Zrujnowana Statua Wolności na pierwszych stronach to czytelne nawiązanie do "Planety małp"; Kirby nie krył się z inspiracjami

Było niemal tradycją, ze druga i trzecia strona w Kamandim to właśnie taki spread: efektowna panorama zniszczonego świata, epickie ujecie batalistyczne, scena akcji o rozmiarach plakatu. Kirby miał też szczególny dryg do rysownaia dziwacznej technologii, maszyn i ruin:

Zwróćcie uwagę na czarne plamki oddajace energię i nadnaturalną niezwykłosć sceny; Jack lubił ten motyw tak bardzo, że do tej pory określa się je jako "Kirby dots" 
Eksperymentował też z wykorzystaniem kolażu:

W jednym jednak zdania nawet po latach nie zmieniłem: twarze Kirby'ego, chociaż szalenie ekspresywne, nadal wydają mi się spłaszczone i nienaturalne, szczególnie w ujęciach en face. Kamandi pod wieloma względami unika tego problemu, gdyż wiele z postaci to inteligentne zwierzęta; jak bardzo neandertalnskie, ciężko cieniowane nie byłyby ich twarze, można spokojnie sobie pomyśleć, że cóż, tak już po prostu ma być. Z drugiej strony - trudno pomylić twarze Kirby'ego z kimkolwiek innym!

Z rzadka Kamandi spotyka inne "mówiące zwierzęta", jak on sam - ludzi można do tego wytresować, ale większość żyje po kataklizmie w dzikich stadach
Jakie wrażenie zrobił więc na mnie Kamandi pół wieku po premierze? Jak zwykle, przede wszystkim jest to świadomość obcowania z kawałkiem historii komiksu; to Kirby wydestylowany tak, jak chyba tylko można - zarówno scenariusz, jak i rysunki to jego dzieło. Jest w tym oszałamiające poczucie zabawy; Jack wie, że nie tworzy tu nowej pulitzerowej powieści, a comiesięczną porcję szalonych i dziwacznych przygód.

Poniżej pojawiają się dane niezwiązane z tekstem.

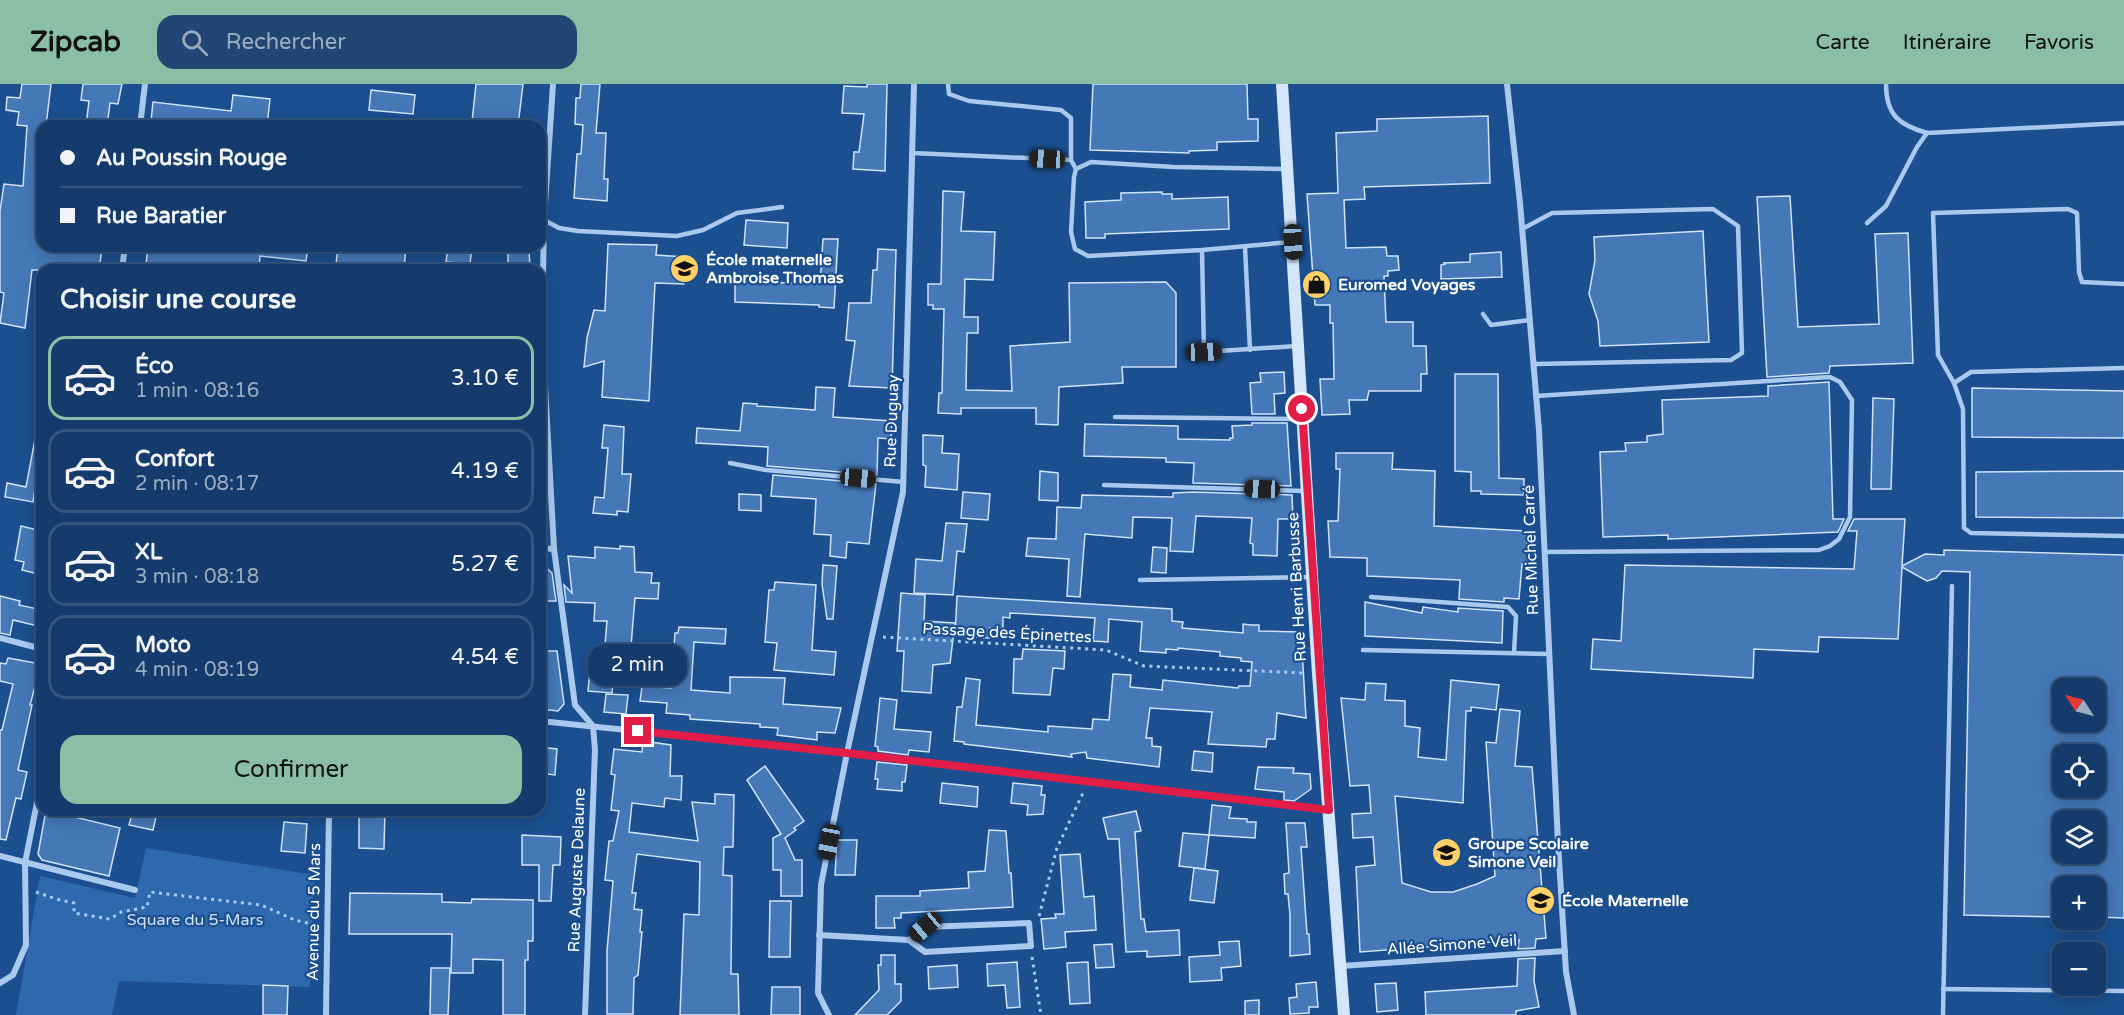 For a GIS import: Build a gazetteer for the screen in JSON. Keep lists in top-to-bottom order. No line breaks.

To Planeta małp, ale z pokrętłem osobliwości ustawionym na pełną dziesiątkę - a potem przekręcone na jedenastkę, dwunastkę i piętnastkę. Czy, poza walorem historycznym, jest to lektura wysokiej klasy? Nieszczególnie. But is it fun? Heck yeah. Trudno tu mówić o spójnej fabule; to nieustanne bombardowanie serią konceptów i pomysłów. Podwodne miasto delfinów! Hotel, w którym za nocleg płaci się przemocą! UFO zbierające relikty starego świata! To dokładnie crazy nosense, o którym słysząc komiks myślą czasem osoby nieobeznane z medium - i Kamandi nosi to wyróżnienie z dumą.
 
Still quite readable! The Demon, swoją drogą, to inny tytuł Kirby'ego spod szyldu DC.